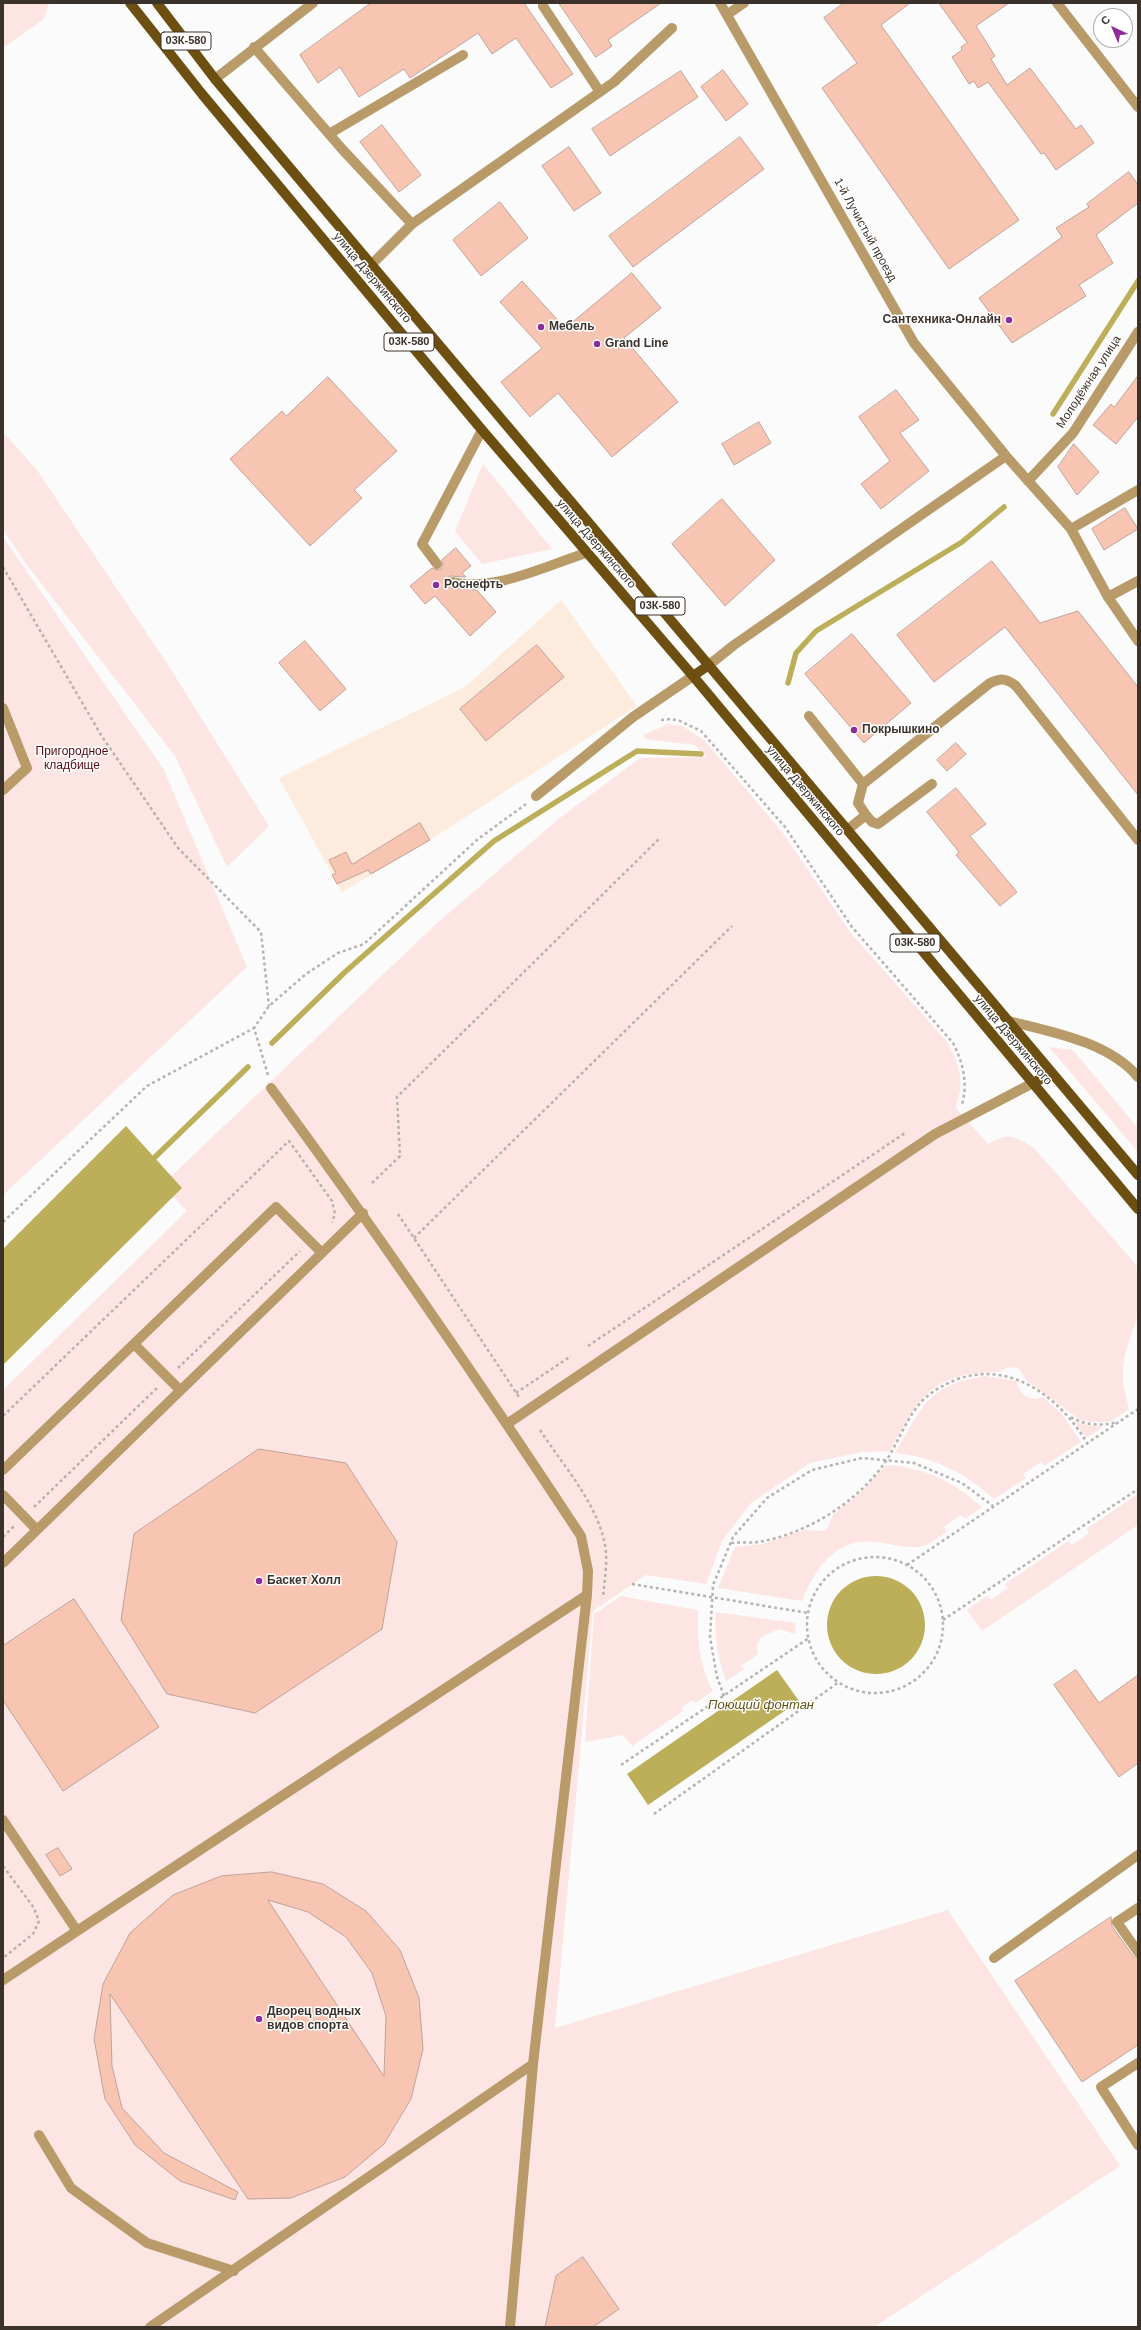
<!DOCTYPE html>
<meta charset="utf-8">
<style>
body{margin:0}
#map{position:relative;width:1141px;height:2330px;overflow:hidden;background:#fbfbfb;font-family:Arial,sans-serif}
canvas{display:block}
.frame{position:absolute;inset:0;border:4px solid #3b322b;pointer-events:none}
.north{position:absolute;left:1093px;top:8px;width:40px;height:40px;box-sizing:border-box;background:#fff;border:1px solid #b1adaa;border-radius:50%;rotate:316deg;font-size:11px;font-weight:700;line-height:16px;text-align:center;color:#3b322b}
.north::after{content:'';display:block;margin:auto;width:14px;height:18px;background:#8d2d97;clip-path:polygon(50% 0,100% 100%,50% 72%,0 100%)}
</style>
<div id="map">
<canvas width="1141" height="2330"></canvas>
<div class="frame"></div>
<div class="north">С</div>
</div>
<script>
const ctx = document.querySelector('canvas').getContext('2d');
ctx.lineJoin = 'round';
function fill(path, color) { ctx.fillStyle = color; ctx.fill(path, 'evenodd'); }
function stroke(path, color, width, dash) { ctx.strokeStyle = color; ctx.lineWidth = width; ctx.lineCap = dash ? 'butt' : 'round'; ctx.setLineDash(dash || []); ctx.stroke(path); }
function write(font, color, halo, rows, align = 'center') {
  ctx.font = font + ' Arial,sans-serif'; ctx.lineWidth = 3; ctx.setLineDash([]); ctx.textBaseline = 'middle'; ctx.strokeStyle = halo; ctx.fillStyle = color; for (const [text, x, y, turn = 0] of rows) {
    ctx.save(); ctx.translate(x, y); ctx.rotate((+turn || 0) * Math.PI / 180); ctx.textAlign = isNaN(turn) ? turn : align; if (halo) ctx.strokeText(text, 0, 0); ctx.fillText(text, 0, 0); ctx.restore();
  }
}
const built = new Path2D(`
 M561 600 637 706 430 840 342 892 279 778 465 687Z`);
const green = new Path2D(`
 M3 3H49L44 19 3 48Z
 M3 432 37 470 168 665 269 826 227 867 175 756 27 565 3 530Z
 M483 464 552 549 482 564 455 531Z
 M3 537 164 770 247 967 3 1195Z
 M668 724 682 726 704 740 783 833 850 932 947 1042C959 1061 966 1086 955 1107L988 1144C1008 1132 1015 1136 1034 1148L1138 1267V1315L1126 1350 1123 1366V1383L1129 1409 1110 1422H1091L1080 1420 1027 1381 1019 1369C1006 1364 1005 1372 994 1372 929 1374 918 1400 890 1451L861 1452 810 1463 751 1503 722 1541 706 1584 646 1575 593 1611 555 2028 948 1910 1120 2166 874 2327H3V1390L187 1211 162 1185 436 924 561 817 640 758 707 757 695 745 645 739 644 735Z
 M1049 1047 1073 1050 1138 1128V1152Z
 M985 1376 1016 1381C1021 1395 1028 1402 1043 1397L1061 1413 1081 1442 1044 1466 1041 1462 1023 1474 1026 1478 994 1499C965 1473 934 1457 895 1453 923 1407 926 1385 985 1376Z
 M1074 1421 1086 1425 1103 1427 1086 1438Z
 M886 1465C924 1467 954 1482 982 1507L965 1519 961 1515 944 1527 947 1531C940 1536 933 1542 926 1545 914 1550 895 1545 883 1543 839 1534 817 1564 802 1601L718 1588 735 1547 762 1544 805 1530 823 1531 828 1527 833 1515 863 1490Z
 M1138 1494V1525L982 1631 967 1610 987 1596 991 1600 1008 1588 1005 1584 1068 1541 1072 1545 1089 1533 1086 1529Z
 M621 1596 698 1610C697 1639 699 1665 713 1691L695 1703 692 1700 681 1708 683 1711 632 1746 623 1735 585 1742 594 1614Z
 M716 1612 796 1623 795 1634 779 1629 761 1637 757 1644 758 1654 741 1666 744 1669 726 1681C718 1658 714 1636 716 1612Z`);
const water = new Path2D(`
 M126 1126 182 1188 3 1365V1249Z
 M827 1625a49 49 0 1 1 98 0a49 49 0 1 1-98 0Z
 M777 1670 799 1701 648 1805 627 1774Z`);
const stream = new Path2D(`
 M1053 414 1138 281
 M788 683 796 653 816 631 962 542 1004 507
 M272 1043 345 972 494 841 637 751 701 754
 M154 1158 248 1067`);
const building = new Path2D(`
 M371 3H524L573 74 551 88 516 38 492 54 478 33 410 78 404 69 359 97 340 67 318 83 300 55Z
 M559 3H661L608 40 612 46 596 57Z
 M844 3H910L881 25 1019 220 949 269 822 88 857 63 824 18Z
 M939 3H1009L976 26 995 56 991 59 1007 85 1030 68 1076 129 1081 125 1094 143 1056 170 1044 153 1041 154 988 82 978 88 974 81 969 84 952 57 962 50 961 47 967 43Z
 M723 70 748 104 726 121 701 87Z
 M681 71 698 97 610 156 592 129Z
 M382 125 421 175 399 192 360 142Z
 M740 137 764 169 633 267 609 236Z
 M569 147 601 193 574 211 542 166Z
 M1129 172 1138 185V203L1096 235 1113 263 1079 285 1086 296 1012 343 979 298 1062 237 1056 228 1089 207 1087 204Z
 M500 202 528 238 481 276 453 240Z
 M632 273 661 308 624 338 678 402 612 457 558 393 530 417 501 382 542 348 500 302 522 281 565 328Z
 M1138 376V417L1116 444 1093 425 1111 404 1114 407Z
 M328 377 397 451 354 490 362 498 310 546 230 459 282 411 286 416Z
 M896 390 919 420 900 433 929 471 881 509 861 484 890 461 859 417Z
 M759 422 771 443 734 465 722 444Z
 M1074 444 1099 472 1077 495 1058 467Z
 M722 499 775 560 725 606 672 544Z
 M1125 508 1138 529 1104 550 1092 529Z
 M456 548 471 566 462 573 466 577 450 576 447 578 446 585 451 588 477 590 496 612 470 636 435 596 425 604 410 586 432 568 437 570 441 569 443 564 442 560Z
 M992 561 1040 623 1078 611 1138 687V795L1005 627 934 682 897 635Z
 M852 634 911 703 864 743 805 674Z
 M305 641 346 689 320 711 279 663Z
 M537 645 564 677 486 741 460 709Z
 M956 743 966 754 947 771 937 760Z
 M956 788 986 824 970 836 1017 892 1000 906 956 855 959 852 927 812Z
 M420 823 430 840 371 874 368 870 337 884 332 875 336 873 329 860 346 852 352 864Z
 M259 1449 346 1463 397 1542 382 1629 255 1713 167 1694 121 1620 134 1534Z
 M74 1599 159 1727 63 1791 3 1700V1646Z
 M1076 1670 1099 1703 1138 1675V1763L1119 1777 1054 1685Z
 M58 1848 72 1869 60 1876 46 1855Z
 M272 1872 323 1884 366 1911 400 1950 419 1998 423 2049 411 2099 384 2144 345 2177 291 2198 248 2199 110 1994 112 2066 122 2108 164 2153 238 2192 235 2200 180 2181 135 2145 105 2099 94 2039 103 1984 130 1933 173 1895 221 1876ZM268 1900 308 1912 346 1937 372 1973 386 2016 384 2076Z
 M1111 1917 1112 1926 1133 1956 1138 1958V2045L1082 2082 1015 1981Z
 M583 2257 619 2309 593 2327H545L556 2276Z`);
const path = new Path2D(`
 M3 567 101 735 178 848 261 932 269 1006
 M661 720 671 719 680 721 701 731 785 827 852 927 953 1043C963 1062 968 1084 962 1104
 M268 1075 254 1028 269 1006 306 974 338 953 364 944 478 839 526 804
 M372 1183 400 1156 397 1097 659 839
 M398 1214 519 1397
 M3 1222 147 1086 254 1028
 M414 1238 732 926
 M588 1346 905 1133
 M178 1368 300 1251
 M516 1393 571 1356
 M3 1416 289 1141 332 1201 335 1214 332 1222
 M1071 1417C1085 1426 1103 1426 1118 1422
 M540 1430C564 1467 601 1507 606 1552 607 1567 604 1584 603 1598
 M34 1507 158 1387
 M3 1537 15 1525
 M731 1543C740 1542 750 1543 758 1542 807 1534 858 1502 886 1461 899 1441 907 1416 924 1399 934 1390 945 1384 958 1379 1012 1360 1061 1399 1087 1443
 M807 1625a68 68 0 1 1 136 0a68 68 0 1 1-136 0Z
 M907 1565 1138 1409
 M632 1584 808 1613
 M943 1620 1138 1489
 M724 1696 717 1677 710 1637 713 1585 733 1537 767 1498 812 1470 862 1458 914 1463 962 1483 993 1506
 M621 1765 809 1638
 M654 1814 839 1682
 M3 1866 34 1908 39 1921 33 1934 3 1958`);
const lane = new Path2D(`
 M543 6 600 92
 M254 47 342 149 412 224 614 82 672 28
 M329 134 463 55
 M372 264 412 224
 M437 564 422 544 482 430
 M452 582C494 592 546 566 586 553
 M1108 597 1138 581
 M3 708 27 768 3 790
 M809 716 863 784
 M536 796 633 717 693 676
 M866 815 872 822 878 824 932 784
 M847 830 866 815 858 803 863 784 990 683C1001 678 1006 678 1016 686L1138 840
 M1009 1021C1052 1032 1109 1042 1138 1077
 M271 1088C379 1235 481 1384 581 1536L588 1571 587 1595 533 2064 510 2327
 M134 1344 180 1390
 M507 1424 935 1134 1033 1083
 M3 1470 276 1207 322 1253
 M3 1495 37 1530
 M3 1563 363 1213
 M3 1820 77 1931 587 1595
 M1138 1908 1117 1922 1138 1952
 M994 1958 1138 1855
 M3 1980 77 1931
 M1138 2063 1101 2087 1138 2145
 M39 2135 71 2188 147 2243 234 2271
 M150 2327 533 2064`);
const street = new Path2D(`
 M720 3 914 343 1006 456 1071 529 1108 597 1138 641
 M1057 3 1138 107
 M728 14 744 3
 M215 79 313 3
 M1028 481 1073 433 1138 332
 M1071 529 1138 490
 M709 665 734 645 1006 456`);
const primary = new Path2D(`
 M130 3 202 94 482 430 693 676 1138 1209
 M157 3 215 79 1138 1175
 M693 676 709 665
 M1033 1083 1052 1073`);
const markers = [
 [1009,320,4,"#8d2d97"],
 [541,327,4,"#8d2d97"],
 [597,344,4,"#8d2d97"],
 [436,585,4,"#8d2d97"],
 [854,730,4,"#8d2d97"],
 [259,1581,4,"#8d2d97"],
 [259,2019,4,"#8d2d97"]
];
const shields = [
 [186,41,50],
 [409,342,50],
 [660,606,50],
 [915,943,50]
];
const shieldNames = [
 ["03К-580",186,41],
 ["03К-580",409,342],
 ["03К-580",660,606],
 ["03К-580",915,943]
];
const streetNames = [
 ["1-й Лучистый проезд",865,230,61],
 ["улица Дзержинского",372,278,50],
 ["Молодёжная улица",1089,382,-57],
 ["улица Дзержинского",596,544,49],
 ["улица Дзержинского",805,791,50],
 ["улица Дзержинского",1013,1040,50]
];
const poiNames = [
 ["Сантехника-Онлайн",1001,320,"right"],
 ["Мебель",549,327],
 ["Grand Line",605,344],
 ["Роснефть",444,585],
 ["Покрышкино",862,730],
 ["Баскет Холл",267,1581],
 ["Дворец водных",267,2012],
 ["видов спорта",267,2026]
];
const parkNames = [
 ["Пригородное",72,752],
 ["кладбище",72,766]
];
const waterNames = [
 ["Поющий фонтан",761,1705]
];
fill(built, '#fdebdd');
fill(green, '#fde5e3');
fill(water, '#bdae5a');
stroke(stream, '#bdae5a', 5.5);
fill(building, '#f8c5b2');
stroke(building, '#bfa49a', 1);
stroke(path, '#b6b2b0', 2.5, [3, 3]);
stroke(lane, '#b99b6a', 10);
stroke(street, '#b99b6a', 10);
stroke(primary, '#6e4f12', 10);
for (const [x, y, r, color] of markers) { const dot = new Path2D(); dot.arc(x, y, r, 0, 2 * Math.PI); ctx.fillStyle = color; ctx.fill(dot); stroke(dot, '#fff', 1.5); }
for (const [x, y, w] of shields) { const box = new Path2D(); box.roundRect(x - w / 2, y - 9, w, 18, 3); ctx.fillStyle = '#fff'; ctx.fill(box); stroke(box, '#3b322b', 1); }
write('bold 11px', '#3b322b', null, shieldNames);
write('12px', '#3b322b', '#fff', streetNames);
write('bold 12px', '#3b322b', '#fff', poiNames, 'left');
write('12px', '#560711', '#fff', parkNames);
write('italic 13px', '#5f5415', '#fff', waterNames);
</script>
---
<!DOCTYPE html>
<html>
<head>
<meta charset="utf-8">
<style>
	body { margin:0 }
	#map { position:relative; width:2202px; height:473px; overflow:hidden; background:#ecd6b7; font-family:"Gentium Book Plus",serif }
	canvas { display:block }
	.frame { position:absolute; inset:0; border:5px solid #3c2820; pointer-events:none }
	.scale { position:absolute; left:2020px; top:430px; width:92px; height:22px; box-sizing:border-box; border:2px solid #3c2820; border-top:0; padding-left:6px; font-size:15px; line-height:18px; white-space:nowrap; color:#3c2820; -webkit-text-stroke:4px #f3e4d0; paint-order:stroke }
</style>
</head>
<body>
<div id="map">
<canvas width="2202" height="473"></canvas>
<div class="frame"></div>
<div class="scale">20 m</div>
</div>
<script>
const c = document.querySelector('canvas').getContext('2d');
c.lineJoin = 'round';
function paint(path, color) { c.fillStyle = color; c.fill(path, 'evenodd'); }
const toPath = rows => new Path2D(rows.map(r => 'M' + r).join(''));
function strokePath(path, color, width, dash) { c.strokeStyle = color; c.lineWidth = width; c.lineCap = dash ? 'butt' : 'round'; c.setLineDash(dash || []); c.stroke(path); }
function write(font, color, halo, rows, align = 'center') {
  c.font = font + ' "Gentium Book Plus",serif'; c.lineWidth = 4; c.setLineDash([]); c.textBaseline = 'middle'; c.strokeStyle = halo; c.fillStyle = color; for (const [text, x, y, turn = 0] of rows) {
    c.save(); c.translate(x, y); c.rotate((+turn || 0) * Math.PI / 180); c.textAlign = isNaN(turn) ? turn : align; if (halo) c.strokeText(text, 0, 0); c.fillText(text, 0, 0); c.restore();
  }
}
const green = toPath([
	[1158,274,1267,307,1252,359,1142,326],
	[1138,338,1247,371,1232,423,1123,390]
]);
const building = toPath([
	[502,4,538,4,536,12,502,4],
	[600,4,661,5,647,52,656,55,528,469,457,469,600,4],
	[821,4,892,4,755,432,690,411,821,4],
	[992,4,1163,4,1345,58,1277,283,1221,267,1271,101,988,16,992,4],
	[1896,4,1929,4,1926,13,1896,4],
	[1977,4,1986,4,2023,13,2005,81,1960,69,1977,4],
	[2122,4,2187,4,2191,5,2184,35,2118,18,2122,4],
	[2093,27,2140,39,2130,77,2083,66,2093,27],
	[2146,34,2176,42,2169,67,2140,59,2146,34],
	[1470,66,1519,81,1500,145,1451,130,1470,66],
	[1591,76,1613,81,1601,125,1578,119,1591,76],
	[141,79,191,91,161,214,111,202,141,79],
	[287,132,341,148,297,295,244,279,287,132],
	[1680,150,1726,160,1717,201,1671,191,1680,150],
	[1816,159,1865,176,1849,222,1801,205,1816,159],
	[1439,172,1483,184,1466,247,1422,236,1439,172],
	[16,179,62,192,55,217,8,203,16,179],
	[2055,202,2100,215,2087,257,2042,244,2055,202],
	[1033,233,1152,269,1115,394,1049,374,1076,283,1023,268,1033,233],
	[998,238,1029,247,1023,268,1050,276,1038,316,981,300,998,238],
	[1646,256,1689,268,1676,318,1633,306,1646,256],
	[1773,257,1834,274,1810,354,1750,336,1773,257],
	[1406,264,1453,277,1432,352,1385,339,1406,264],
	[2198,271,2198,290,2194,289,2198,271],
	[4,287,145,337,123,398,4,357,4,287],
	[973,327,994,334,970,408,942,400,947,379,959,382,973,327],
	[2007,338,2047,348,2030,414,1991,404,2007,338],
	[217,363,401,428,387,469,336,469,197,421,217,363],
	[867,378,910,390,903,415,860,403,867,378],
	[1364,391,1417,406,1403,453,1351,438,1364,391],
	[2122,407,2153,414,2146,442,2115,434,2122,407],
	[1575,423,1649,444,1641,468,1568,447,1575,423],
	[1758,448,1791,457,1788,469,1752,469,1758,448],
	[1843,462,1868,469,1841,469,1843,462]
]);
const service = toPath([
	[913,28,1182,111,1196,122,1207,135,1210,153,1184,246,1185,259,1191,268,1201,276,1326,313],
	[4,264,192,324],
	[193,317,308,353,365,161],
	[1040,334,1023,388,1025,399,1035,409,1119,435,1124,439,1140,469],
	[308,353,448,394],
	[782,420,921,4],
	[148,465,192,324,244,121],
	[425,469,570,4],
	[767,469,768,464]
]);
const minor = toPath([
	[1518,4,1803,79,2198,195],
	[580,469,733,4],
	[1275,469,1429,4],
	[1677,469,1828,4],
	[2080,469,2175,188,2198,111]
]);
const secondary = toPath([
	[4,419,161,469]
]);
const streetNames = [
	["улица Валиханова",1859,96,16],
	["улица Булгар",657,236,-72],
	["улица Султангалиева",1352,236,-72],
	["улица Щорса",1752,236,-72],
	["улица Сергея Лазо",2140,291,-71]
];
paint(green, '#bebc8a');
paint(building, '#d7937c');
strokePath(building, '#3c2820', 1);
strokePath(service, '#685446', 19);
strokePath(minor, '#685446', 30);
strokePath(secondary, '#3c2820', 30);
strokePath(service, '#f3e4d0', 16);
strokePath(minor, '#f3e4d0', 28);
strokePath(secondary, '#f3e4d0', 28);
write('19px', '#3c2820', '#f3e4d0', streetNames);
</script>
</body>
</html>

> **Task brief**:
Find how many lines in the material above hold the word "querySelector", then reply with only that figure.

> **Task response**:
2